Carmen y yo, tras ellos, hablábamos de temas serios, intelectuales:
Carmen: "Lo importante es la lucidez... la literatura y el mal están indefectiblemente unidos. El ritual erótico es similar al del asesinato..."
Hablando de un filósofo actual: "Es un sofista, sólo un sofista".
Alzando dos dedos cruzados en los que sostiene un cigarrillo: "Vaya, vaya... la lucidez sobre todo". Su pequeño cráneo, florecido en una mata de cabello trigueño. Sus ojos, retraídos y punzantes a la vez. Pechos menudos, caderas estrechas, siempre enfundadas de negro...
Más adelante recalábamos junto al río y Carmen, con su vestido negro y su pequeño rostro, pálido y asombrado, fumaba cigarrillos, mirando silenciosa al agua.
Todos esperábamos un amanecer que nos salvara. Y estábamos en esa hora cercana al alba, cuando cuaja el agrio charol en la ciudad y se produce una fría exudación en las superficies del miedo. La inocencia envuelta en su capa y los encuentros del sexo ocasional recostando su huella sobre un desenrollado olvido...
Entretanto, Luis y Malena seguían su juego, su eterna contienda, rodando por el césped, afilando las palabras con las que construían la embriaguez de su relación.
Y resonaban en la mente los dichos de toda la noche. Palabras tintineando y estallando en el día del Juicio, invalidadas por los cantos de los ángeles.
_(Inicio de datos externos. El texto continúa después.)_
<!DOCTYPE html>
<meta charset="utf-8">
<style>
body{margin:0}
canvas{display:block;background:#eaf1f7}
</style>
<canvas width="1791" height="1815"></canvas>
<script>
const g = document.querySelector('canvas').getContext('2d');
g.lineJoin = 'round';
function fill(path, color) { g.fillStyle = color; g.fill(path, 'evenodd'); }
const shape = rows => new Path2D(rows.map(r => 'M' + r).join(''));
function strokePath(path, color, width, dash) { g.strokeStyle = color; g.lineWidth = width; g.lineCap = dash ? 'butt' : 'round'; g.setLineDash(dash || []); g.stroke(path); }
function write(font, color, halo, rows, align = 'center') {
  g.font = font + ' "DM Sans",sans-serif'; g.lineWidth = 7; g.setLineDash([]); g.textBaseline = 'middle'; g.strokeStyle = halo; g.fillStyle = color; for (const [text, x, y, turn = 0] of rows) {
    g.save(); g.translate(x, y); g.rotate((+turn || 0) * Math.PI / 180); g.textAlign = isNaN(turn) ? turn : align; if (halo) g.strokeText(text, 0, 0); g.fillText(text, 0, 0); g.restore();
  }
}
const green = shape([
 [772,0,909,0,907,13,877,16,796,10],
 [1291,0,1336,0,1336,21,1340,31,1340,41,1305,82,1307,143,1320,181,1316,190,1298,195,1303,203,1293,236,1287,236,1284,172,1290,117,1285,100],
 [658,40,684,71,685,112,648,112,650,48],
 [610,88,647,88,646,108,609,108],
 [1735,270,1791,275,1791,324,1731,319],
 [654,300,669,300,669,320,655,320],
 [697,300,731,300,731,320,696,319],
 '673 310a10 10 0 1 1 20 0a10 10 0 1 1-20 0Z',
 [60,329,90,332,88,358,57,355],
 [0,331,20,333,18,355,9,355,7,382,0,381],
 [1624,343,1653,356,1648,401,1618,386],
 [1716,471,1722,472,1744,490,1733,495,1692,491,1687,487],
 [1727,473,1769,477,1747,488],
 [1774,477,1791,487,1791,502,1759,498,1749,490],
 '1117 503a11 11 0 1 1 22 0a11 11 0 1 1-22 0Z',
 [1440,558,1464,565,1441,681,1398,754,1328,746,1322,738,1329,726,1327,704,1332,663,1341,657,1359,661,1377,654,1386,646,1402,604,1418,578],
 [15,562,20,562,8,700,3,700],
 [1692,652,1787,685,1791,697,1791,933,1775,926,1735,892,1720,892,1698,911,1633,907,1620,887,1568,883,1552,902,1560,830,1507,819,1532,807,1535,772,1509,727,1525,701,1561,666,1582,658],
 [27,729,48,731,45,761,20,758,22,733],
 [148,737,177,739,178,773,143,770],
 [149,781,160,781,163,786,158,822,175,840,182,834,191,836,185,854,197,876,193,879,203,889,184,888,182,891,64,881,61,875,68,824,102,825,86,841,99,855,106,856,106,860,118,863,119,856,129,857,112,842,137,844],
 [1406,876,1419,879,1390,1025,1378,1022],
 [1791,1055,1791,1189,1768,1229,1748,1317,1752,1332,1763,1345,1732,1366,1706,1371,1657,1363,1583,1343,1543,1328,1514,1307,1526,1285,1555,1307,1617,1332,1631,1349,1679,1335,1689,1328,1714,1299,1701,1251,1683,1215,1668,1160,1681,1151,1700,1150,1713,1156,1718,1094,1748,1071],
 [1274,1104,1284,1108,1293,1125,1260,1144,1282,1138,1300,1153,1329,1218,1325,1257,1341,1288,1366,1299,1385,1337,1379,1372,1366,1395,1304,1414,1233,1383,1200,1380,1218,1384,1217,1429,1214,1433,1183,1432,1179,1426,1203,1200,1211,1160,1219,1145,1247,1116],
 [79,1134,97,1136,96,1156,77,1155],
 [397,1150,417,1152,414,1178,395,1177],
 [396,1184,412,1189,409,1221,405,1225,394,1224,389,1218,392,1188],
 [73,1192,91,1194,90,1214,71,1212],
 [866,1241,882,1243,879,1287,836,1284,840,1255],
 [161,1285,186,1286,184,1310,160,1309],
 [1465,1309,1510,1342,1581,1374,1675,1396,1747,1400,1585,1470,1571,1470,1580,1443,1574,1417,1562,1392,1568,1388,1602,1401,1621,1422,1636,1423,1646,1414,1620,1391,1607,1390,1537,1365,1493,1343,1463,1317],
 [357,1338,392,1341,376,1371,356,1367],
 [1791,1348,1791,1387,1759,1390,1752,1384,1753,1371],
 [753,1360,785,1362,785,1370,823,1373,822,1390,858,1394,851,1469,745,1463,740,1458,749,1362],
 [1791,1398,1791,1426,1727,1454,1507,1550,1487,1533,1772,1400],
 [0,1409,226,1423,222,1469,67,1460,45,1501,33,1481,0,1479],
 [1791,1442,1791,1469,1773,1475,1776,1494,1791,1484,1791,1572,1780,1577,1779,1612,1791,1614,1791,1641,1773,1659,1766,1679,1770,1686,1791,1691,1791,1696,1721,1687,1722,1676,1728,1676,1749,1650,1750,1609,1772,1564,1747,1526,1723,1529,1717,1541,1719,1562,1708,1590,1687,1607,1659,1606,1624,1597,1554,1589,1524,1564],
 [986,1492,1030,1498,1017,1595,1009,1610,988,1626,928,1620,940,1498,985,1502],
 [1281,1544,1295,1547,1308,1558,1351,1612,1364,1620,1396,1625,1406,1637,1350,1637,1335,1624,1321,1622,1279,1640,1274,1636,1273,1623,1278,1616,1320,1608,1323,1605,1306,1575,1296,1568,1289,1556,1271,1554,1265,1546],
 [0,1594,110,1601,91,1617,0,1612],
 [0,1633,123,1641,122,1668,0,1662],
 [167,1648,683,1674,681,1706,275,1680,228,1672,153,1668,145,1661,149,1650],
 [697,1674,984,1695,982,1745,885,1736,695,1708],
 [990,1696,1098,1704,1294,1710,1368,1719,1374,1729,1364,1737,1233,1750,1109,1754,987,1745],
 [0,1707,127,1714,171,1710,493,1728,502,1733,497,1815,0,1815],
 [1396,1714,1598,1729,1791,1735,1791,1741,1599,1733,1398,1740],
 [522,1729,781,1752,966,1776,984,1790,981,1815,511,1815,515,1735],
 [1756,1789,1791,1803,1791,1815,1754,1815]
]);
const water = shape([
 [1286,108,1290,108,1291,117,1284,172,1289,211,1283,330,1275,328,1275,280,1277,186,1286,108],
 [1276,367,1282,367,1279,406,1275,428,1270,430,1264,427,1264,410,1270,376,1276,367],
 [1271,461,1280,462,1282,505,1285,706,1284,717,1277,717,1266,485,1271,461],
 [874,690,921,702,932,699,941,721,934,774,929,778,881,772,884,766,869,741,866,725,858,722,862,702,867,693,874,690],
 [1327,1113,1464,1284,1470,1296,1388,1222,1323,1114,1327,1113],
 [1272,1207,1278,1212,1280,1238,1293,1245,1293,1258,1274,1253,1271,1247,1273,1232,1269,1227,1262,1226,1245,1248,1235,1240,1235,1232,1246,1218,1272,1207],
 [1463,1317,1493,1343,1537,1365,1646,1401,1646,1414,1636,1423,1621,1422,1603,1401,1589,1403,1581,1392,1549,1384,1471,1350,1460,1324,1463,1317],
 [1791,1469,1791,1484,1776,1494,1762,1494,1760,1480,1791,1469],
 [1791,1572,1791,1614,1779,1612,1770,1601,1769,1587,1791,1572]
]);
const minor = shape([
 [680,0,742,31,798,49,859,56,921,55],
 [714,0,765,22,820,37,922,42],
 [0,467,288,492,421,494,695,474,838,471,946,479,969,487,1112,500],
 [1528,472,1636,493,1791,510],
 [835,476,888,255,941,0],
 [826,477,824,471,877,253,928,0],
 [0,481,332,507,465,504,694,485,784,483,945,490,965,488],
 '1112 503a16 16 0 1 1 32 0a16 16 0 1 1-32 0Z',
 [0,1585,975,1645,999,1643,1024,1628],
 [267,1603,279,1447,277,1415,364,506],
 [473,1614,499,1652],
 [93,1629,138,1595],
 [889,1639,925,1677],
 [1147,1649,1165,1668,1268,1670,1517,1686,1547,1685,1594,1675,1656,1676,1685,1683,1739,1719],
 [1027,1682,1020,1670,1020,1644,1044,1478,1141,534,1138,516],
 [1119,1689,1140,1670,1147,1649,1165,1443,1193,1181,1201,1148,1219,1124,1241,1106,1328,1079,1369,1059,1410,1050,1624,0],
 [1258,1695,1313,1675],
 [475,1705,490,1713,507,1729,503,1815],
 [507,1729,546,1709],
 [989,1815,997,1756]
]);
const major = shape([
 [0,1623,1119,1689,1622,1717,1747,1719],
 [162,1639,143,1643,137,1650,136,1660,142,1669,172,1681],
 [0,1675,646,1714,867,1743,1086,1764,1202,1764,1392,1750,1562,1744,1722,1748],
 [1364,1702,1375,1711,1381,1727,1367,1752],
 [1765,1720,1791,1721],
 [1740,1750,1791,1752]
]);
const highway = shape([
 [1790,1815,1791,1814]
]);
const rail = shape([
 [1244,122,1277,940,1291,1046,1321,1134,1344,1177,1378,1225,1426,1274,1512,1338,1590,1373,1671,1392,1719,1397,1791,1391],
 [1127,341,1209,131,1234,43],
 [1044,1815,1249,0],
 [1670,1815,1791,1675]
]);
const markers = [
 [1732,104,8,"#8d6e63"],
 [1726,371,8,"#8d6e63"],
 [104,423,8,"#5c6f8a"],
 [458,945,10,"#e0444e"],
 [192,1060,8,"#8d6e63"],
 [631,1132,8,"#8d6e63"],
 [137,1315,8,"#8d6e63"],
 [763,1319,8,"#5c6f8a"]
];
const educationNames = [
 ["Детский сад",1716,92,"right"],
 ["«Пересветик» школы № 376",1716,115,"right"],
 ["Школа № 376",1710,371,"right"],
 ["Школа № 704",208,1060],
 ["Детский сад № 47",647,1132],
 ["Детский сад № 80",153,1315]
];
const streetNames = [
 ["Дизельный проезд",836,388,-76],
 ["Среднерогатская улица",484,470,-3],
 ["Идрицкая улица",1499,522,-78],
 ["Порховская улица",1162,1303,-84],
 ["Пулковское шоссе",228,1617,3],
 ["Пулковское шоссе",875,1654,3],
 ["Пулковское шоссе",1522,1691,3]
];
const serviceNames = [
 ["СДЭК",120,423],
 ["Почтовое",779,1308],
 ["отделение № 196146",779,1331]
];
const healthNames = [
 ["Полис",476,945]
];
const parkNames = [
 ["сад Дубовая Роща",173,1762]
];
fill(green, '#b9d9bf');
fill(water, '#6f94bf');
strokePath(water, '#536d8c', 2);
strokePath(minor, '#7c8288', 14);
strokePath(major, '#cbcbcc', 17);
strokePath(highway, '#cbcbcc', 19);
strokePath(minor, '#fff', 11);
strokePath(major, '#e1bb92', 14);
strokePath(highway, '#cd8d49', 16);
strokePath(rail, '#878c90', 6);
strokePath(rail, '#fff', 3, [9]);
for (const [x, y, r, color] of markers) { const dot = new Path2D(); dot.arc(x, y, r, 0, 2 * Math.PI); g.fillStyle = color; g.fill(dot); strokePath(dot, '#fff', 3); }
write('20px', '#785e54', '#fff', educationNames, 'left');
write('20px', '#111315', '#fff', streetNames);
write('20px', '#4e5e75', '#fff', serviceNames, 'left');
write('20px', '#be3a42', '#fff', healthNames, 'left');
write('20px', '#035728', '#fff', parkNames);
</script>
Me asomé al río como a un Ganges de pecados, chapoteando con sus lotos y sus cadáveres. Todo lo real tiene el poder de sacarnos a nuestro viaje estratosférico. Planos de significados étalés sobre una superficie atormentada inhabitable y silenciosa.
Y en mi visión, proyectada en las fachadas dormidas de las casas que se reflejaban en el agua, asistí al desfasado noticiario angélico comentando la vida en la tierra. Lo traían las voces de los pájaros.
Los tristes pájaros se han congregado en el Desierto Central y las flores se estremecen estallando en los brazos de desolados niños con mocos que nadie puede limpiar.
Un solitario desierto de la noche y un pájaro encorvado y triste, llevando en su pico la moneda de la vida. Niños que preguntan en los suburbios por el parque de atracciones de la existencia y mi yo desolado chapoteando en una bañera grande como la tierra, incapaz de encontrar el retorcido cordón umbilical que me une a las estrellas. Pájaros posados en los alambres eléctricos que atraviesan los lóbulos del planeta, de polo a polo. Animales tranquilos después de su juicio. El deseo persistiendo, envuelto en delgadas láminas de estaño. Aullando como un pájaro y girando hacia el deagüe del mundo, como la sepiente dueña de los secretos del Paraíso.